Most of the locals in this town are from up country. Up until about thirty years ago, these people had been sitting in the jungle with no electricity, no fan, no lights, no nothing. If they wanted to eat, they went out into the jungle, either shot something with a bow and arrow, picked something from a tree, or dug a hole and pulled the bastard out. Grubs, they liked especially. Any kind of insect will do. I once took my girlfriend to the zoo. She walked around saying
delicious
and
cannot eat,
pointing her fucking finger at the animals.”

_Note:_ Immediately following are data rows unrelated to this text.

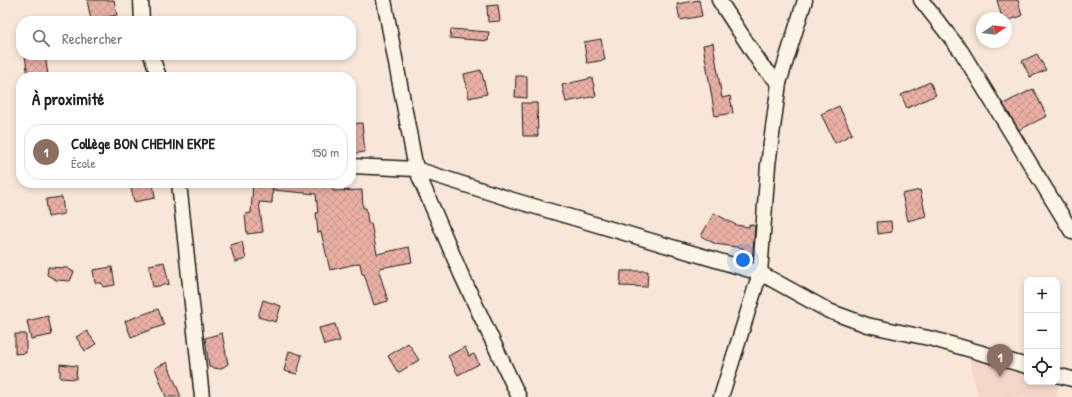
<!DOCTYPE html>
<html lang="fr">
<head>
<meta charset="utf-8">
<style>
	body { margin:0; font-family:"Patrick Hand",sans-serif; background:#f2f2f2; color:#222 }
	.controls { position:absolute; right:12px; bottom:12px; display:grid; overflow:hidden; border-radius:8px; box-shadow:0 2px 6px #0003 }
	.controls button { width:36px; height:36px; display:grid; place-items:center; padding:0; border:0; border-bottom:1px solid #e0e0e0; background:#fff; color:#222; font:20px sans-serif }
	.compass { position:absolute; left:976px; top:12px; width:36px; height:36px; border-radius:50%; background:#fff; box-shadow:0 2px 6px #0003; rotate:77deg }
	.you { position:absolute; left:743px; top:260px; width:14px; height:14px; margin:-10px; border:3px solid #fff; border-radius:50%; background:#1a73e8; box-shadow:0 0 0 6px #1a73e833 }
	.badge { display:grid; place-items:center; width:26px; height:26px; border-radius:50%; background:#c8321e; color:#fff; font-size:13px; font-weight:700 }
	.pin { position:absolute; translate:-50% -33px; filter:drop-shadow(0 1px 2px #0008) }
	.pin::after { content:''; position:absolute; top:21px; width:14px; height:12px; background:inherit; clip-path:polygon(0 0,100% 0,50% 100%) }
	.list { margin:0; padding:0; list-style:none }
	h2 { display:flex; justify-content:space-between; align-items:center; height:52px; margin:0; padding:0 16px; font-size:17px }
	h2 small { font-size:13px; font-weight:400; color:#767676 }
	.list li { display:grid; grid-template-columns:26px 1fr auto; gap:12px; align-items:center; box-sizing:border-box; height:56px; margin:0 8px 8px; padding:0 8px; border:1px solid #e0e0e0; border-radius:16px }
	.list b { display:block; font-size:15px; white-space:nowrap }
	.list p { margin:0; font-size:13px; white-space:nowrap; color:#767676 }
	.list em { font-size:13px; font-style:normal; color:#767676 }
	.icon { flex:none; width:22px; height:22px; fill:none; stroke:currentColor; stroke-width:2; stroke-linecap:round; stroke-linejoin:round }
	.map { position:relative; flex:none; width:1072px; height:397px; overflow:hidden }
	.search { position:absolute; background:#fff; box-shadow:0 2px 6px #0003; left:16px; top:16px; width:340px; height:44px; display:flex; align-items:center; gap:10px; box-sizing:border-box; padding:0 14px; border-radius:16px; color:#767676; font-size:15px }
	.panel { position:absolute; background:#fff; box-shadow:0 2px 6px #0003; left:16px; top:72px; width:340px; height:116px; border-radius:16px }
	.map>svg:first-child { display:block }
	.built { fill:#f4d6c9 }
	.building { fill:url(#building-cross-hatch); stroke:#1c1c1c }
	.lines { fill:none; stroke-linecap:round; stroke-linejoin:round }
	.minor-casing { stroke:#1c1c1c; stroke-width:17 }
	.minor { stroke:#fcf5e5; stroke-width:14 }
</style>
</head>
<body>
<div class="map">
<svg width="1072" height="397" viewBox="0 0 1072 397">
	<defs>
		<pattern id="building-cross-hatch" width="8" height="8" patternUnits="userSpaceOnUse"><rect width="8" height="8" fill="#eaafa5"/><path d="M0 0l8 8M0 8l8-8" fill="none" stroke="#c8968d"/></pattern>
	</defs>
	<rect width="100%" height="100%" fill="#f8e7d8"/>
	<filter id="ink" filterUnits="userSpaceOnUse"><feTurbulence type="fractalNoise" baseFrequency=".025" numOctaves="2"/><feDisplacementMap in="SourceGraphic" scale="8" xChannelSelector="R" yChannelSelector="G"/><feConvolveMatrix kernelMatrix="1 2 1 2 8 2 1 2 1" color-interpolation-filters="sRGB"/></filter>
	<g filter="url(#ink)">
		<!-- built -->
		<polygon class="built" points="968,352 1027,372 1027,382 1059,383 1056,397 978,397"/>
		<!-- building -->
		<g class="building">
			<polygon points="87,0 114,0 117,15 91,20"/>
			<polygon points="699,0 702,16 680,20 677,4"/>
			<polygon points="997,0 1018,0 1022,16 1006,21 1006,18 1002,18"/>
			<polygon points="498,5 500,21 488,22 487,6"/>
			<polygon points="451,29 489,32 488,41 450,38"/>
			<polygon points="601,39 605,60 587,63 584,42"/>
			<polygon points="713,43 722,98 730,96 733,113 715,116 703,45"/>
			<polygon points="1037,54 1046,70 1030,77 1022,61"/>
			<polygon points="25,55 45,55 48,75 28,77"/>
			<polygon points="481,70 487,94 469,98 464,74"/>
			<polygon points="516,76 527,76 527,98 515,97"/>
			<polygon points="592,78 596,96 566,102 562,85"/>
			<polygon points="930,82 936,95 907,108 901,95"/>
			<polygon points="1033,89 1047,116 1019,130 1003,104"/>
			<polygon points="522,103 537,103 538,136 523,136"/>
			<polygon points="839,106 852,134 835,143 821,114"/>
			<polygon points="362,123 365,152 351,154 351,124"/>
			<polygon points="130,183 153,183 155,198 134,202"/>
			<polygon points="253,183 333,183 333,191 362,190 363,208 366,208 368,223 371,223 377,254 409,247 412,262 380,268 380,271 379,271 388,301 374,305 364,274 362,274 360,263 330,270 321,232 318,233 316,213 318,213 316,194 273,190 273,185 272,203 259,202 263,232 247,234 245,214 251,213"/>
			<polygon points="920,190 926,216 908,221 902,194"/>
			<polygon points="62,197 64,214 48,217 46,199"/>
			<polygon points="714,213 736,225 749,227 749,224 755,226 752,262 740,258 743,248 715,244 701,236"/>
			<polygon points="891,221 892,232 878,234 877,222"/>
			<polygon points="242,242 246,259 235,262 230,245"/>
			<polygon points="164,262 169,284 153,287 149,265"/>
			<polygon points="48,267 67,268 74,272 70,281 56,280 47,275"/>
			<polygon points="112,267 115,285 103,287 102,283 95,283 93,270"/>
			<polygon points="621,271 648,271 647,287 620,286"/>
			<polygon points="263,300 281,306 276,322 258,317"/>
			<polygon points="158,309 164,325 131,337 125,321"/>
			<polygon points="48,316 52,335 31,339 27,321"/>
			<polygon points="335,324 340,341 324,345 319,328"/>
			<polygon points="87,331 96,344 85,351 76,337"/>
			<polygon points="222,333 228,364 220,369 209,367 205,338"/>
			<polygon points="15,334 26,334 26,353 15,354"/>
			<polygon points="408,343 419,360 398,373 388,356"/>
			<polygon points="465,347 469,356 474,354 479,364 458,375 448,356"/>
			<polygon points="289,351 302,355 297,374 284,371"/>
			<polygon points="167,362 181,397 166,397 155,368"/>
			<polygon points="60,364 77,366 76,379 60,378"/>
		</g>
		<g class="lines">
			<!-- minor casing -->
			<g class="minor-casing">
				<g id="minor">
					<polyline points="141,0 142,21"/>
					<polyline points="384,0 416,169 461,274 519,397"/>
					<polyline points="719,0 762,66 779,83"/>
					<polyline points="921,0 961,51 1072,232"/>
					<polyline points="151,55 159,77"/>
					<polyline points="351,166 416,169 513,200 760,273 829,311 867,325 933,339 1027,366"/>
					<polyline points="179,183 202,397"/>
					<polyline points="1057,375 1072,379"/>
					<polyline points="721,397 760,273 768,165 779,83 805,0"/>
				</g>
			</g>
			<!-- minor -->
			<use href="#minor" class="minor"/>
		</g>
	</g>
</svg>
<div class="controls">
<button>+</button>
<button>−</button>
<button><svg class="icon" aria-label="locate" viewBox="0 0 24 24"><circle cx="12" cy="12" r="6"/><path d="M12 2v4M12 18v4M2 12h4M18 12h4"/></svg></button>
</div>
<svg class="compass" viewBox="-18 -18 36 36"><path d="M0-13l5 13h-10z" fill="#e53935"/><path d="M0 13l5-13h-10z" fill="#767676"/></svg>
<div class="you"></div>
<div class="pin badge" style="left:1000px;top:377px;background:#8d6e63">1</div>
<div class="search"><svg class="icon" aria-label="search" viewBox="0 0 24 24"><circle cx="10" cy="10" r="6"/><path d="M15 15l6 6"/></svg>Rechercher</div>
<section class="panel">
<h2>À proximité<small></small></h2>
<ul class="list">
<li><span class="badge" style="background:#8d6e63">1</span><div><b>Collège BON CHEMIN EKPE</b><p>École</p></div><em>150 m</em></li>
</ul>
</section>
</div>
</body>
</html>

Hale could feel the beer moving him. Loosening the gears. Oiling the wheels. He held court in The
Corridor beer bar. The heart-broken foreigner was all ears. Strangers walked in from the streets to listen. A man with a rat’s tail wearing a Metallica T-shirt propped up the bar. Hale continued. “Let me tell you a story. All of you. Lend me your ears and your beers. Once upon a time, there was a small village in the northeast. Life was very simple back then. It was a simple and primitive existence. Everybody was happy. They had no idea that across the jungle and the rice fields, folks were sitting in high-rise blocks watching a box that had sound and pictures inside it. Cracking open cans of liquid that made you happy. Now upcountry, they had the jungle. They’d all sit in the trees eating fruit and spitting out betel nut all day long. For entertainment, they would tell old stories and procreate within their close-knit family groups. They’d spit and piss through the holes in their tree houses and forage for grubs in the forest. All very
comfortable
.


One day,
The road
came.
The road
brought with it beer and cigarettes.
The road
brought Coca-Cola and disposable razors.
The road
brought all the wonderful things that we westerners know and hold close. But where did the road go? A few of the younger men decided to find out. They rode a buffalo cart along the road until they came to a town and then a train station. They hid in a bunch of rice sacks and took the train to the city, to the lights, to the jobs. There was this thing called money, with it you could buy stuff. You could gamble, drink, and be merry. After a period of two years, one of the young men returned to the village driving a new car. He showed the villagers all the beautiful things that he had bought. He said that there was work for everyone in the cities. He took another young man and two young women with him. They were pretty in a rural way and very hungry for money. Money was good. They liked it. It was a great adventure.”